**BRIEF**
Each line below should be repeated exactly as written, with no pictures carried over.

**PROVIDED DATA**

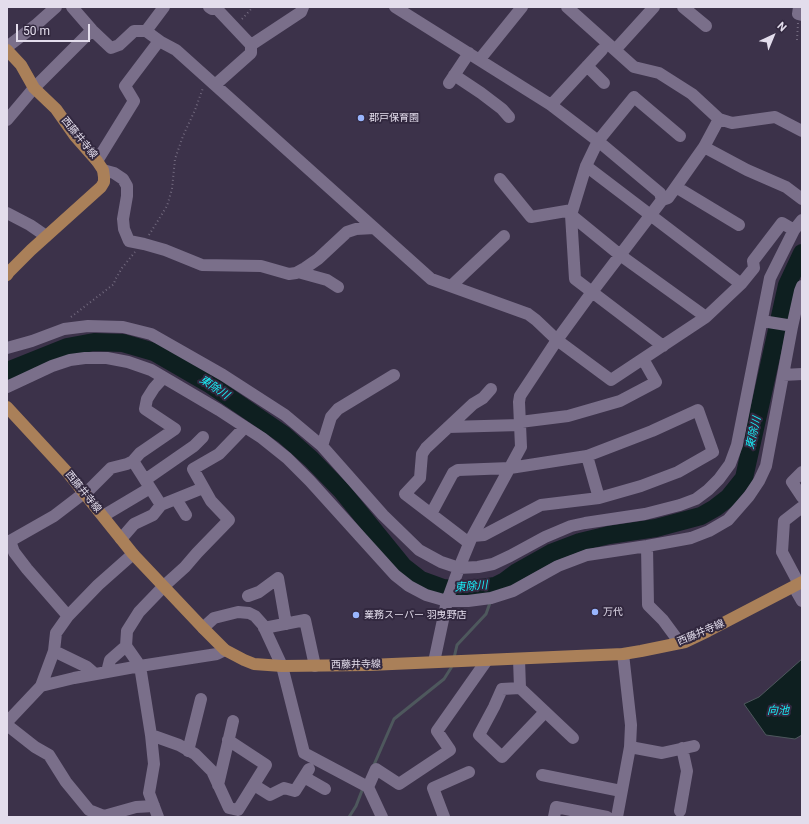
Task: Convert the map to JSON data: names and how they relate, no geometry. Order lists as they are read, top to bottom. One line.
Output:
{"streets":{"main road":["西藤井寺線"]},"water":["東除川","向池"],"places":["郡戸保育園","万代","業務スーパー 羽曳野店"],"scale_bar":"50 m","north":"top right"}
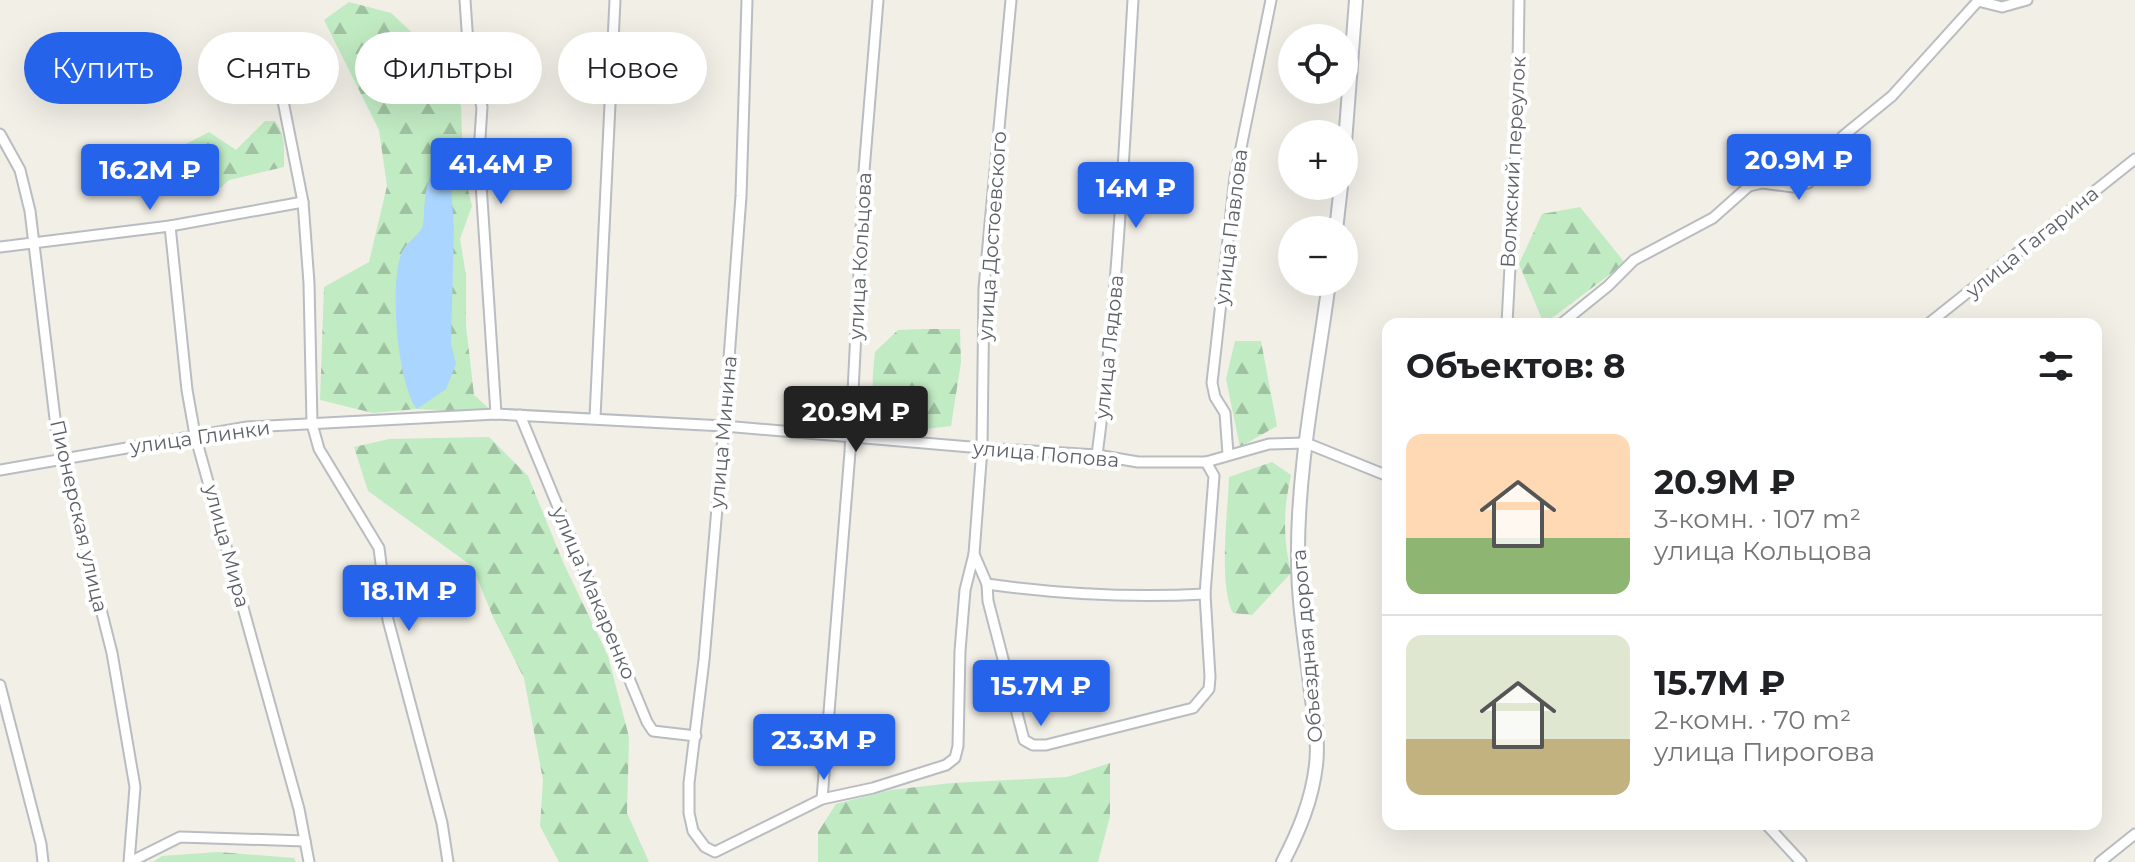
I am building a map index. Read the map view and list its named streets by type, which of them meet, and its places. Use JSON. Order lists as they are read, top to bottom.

**RESPONSE TO THIS TASK**
Task: Convert the map to JSON data: names and how they relate, no geometry. Order lists as they are read, top to bottom. One line.
Output:
{"streets":{"main road":["西藤井寺線"]},"water":["東除川","向池"],"places":["郡戸保育園","万代","業務スーパー 羽曳野店"],"scale_bar":"50 m","north":"top right"}
I am building a map index. Read the map view and list its named streets by type, which of them meet, and its places. Use JSON. Order lists as they are read, top to bottom.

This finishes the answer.